On Sun, 19 Mar 2006 12:50:21 -0500
"Leonid Grinberg" <lgrinberg@gmail.com> wrote:

> Hello,
> 
> I must say that I love Debian. It is an amazing system that has never
> failed me, and, although we had our ups and downs, continues to serve
> me loyally and fully.
> 
> But there is one thing that annoys me about it, and that is how long a
> package needs to be tested for, before it gets verified as not
> dangerous. 

This is what ensures the very high quality of the packages.

> I use Testing, myself, and am annoyed by a few things. I
> used to hate the Debian Firefox package, because it took so long to
> get updated. Eventually, I removed it, and I now use the
> Mozilla-supplied program, something that I highly recommend. But what
> really bugs me is GNOME. Debian finally supplied GNOME 2.12 in Testing
> about a month before GNOME 2.14 came out. And it is harder to replace,
> because in order to use the code from gnome.org, one needs to
> recompile it and then set it up by hand, something that I feel I am
> not qualified to do.
> 
> Unstable, I know, does not have this problem. So I am wondering, how
> unstable is it? I might be getting a new computer within a few months,
> and am considering installing Debian Unstable on it. But what should I
> expect? Will it crash a few times a month, or a day? How much work is
> it?
> 
> Thank you very much!
> 
> --
> Leonid Grinberg

AFAIK a package takes 10 days to propagate from unstable into testing.
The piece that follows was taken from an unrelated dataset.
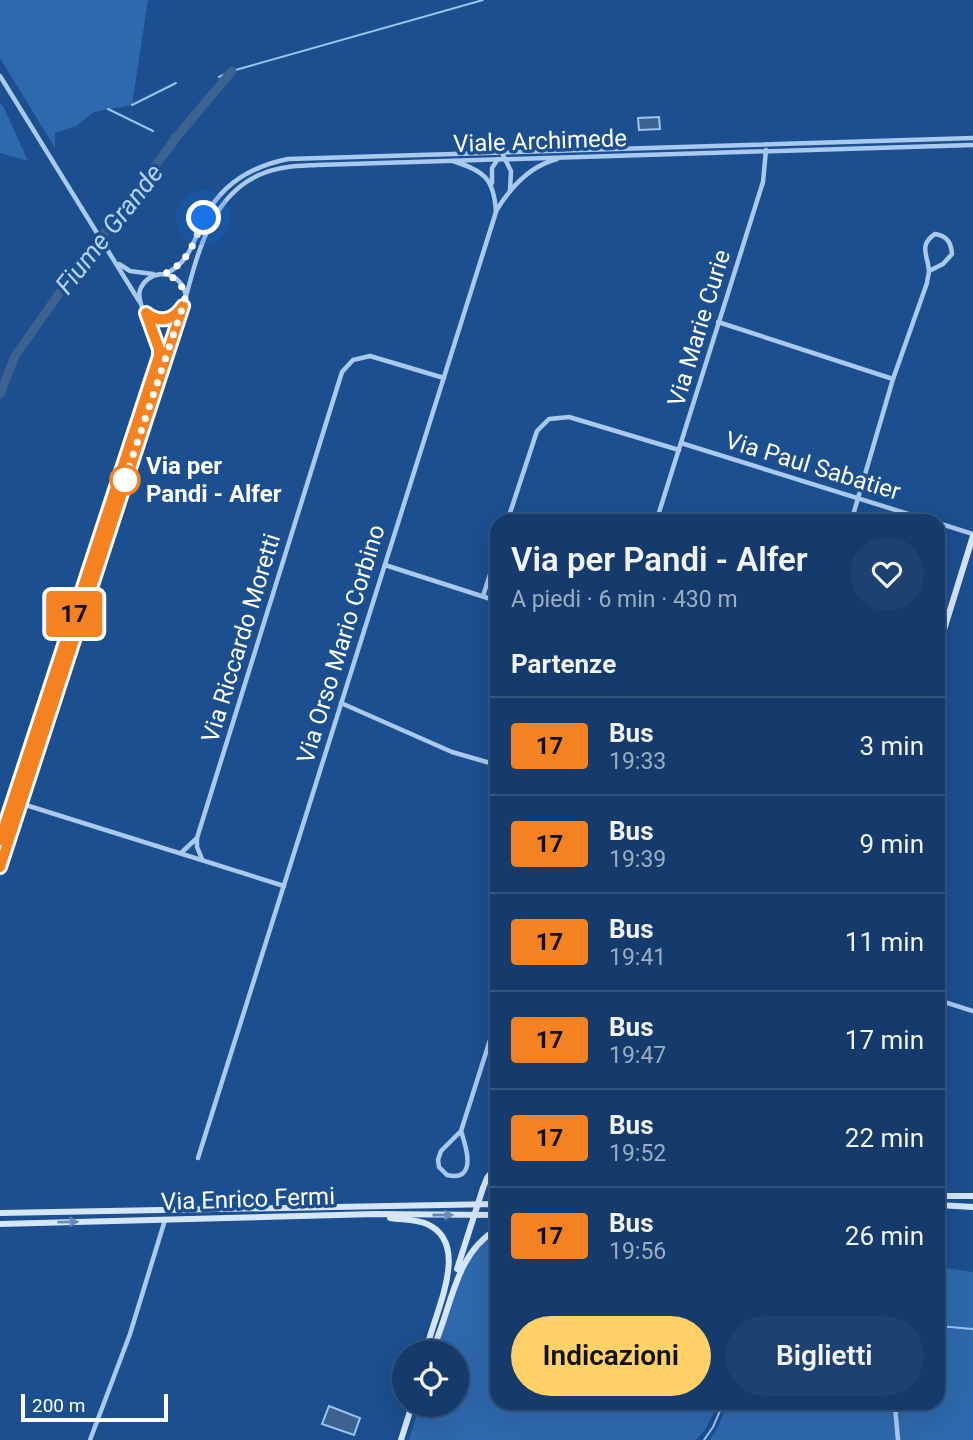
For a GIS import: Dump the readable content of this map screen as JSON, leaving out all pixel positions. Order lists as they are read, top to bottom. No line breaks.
{"streets":{"street":["Viale Archimede","Via Marie Curie","Via Paul Sabatier","Via Riccardo Moretti","Via Orso Mario Corbino","Via Enrico Fermi"]},"crossings":[["Viale Archimede","Via Marie Curie"],["Via Marie Curie","Via Paul Sabatier"],["Via Riccardo Moretti","Via Orso Mario Corbino"]],"water":["Fiume Grande"],"places":["Via per Pandi - Alfer"],"lines":["bus line 17"],"scale_bar":"200 m","page":{"on_map":"17","heading":[["Via per Pandi - Alfer","A piedi · 6 min · 430 m"],"Partenze"],"list":[{"mark":"17","name":"Bus","note":"19:33","value":"3 min"},{"mark":"17","name":"Bus","note":"19:39","value":"9 min"},{"mark":"17","name":"Bus","note":"19:41","value":"11 min"},{"mark":"17","name":"Bus","note":"19:47","value":"17 min"},{"mark":"17","name":"Bus","note":"19:52","value":"22 min"},{"mark":"17","name":"Bus","note":"19:56","value":"26 min"}],"buttons":["Indicazioni","Biglietti"],"scale":"200 m"}}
That is, if there are no serious (RC?) bugs reported against it, and I think it is also a matter of dependencies especially for big stuff like gnome (with lots of dependencies). So you can see, unstable is more up to date than testing but, ... You can't really expect that some software gets packaged immediately after release. Even if the maintainer has nothing else to do than release that package, it may still take some time to package it up to Debian standards. The gnome case is much more complicated, and the Debian gnome team has already asked for help. It will be some time until they have the packages ready, even for unstable.
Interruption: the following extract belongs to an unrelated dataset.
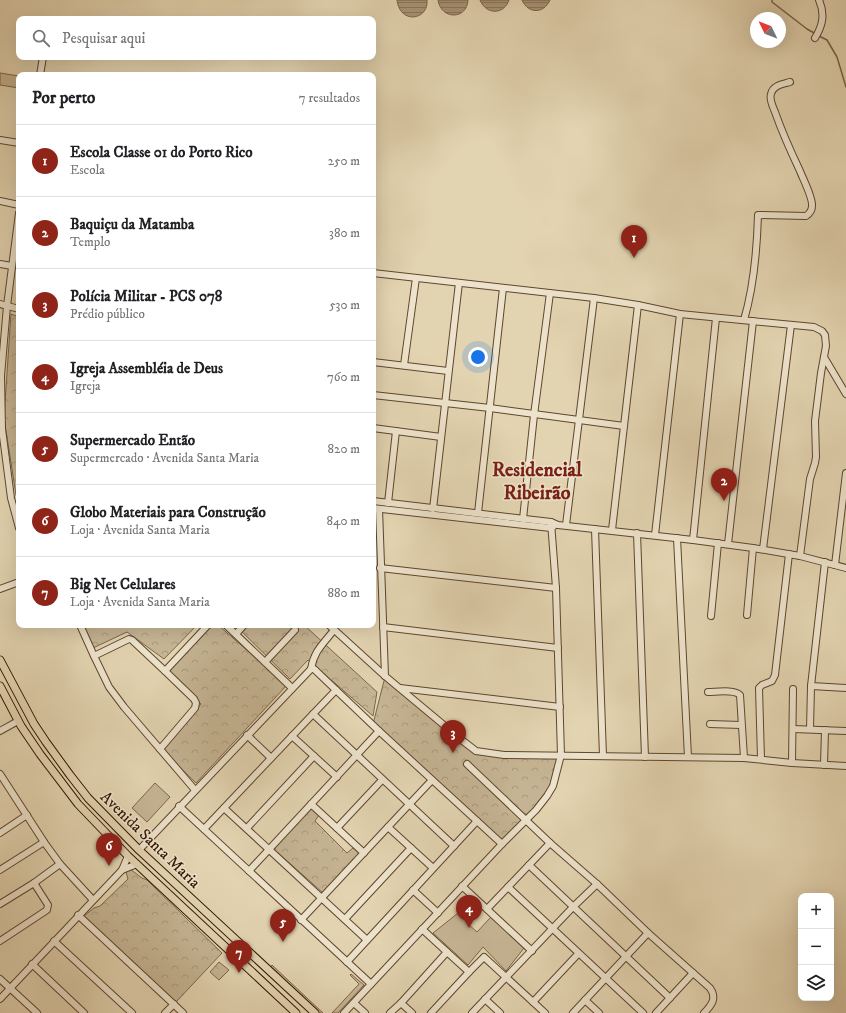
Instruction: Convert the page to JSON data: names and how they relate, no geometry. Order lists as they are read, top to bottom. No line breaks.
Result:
{"streets":{"main road":["Avenida Santa Maria"]},"districts":["Residencial Ribeirão"],"north":"top left","page":{"search":"Pesquisar aqui","heading":["Por perto","7 resultados"],"list":[{"mark":"1","name":"Escola Classe 01 do Porto Rico","note":"Escola","value":"250 m"},{"mark":"2","name":"Baquiçu da Matamba","note":"Templo","value":"380 m"},{"mark":"3","name":"Polícia Militar - PCS 078","note":"Prédio público","value":"530 m"},{"mark":"4","name":"Igreja Assembléia de Deus","note":"Igreja","value":"760 m"},{"mark":"5","name":"Supermercado Então","note":"Supermercado · Avenida Santa Maria","value":"820 m"},{"mark":"6","name":"Globo Materiais para Construção","note":"Loja · Avenida Santa Maria","value":"840 m"},{"mark":"7","name":"Big Net Celulares","note":"Loja · Avenida Santa Maria","value":"880 m"}],"pins":["1","2","3","6","4","5","7"],"map_buttons":["+","−"]}}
Now to your question: I am running unstable for 5(?) months now. I have not experienced crashes. Once I got it running it is stable as a rock, but ... the emphasis is on getting it running. First problems I encountered were during the dist-upgrade. Mostly dependency stuff which I sorted out pretty easy. Next problem was during a kernel image upgrade. I upgraded the running kernel without having a backup (won't do THAT again). The yaird package (which got upgraded at the same time) was buggy so I ended with an unbootable system. Had to chroot from Knoppix to fix that. Next break was due to the unofficial package splashy. Nice bootsplash, but it made my system unbootable at one upgrade. Booting single user and purging the package was the only solution I found. I installed it back a few weeks later and all was ok. I guess they fixed it.
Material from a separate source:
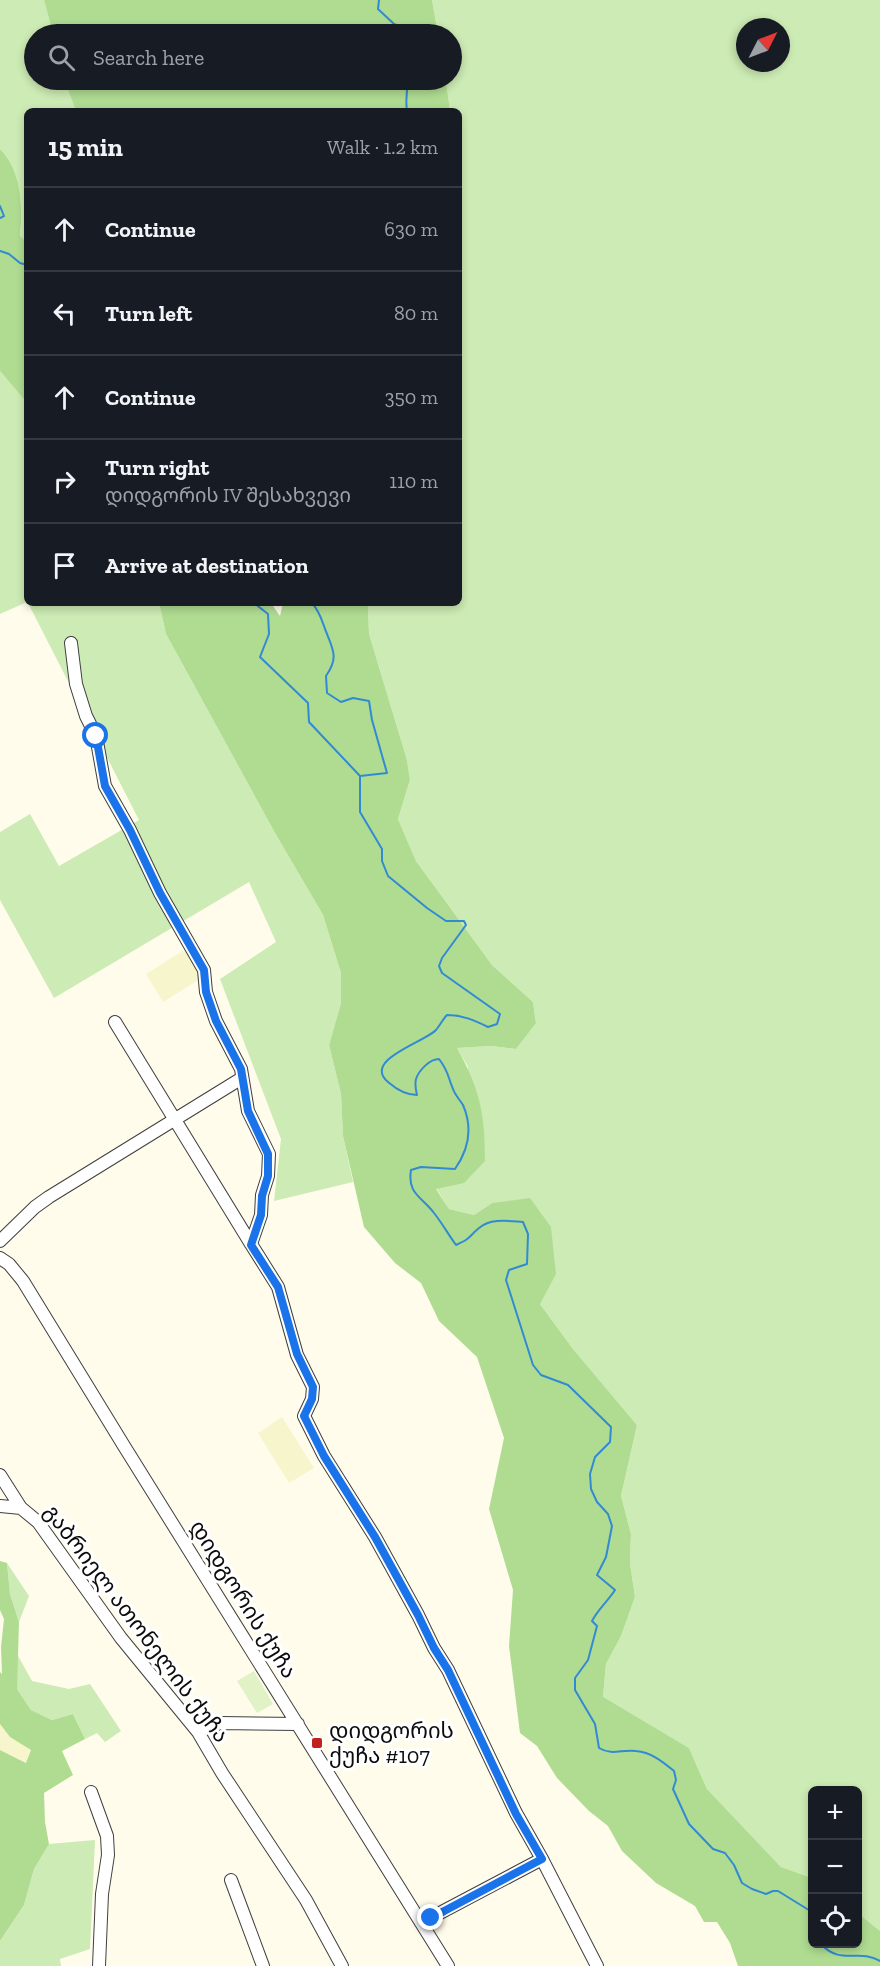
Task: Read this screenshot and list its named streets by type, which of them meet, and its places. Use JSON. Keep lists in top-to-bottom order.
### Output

To make the long story short, maybe I'm just lucky, but watching this list I think unstable is pretty stable. If a package has bugs, they get fixed pretty quick and the very nature of how linux is built it (usually) doesn't affect the rest of the system. But DON'T use it if you need your system to Just Work (tm). This is what 'stable' is for. You will get in additional problems with unstable, which will require your time to solve. OTOH you get to learn lots of new things about your computer and your favorite OS ;-) For me this is fun.

Of course, everything here is just my 0.02, IMHO, YMMV, ... you get the picture :)

Andrei
-- 
If you can't explain it simply, you don't understand it well enough. (Albert Einstein)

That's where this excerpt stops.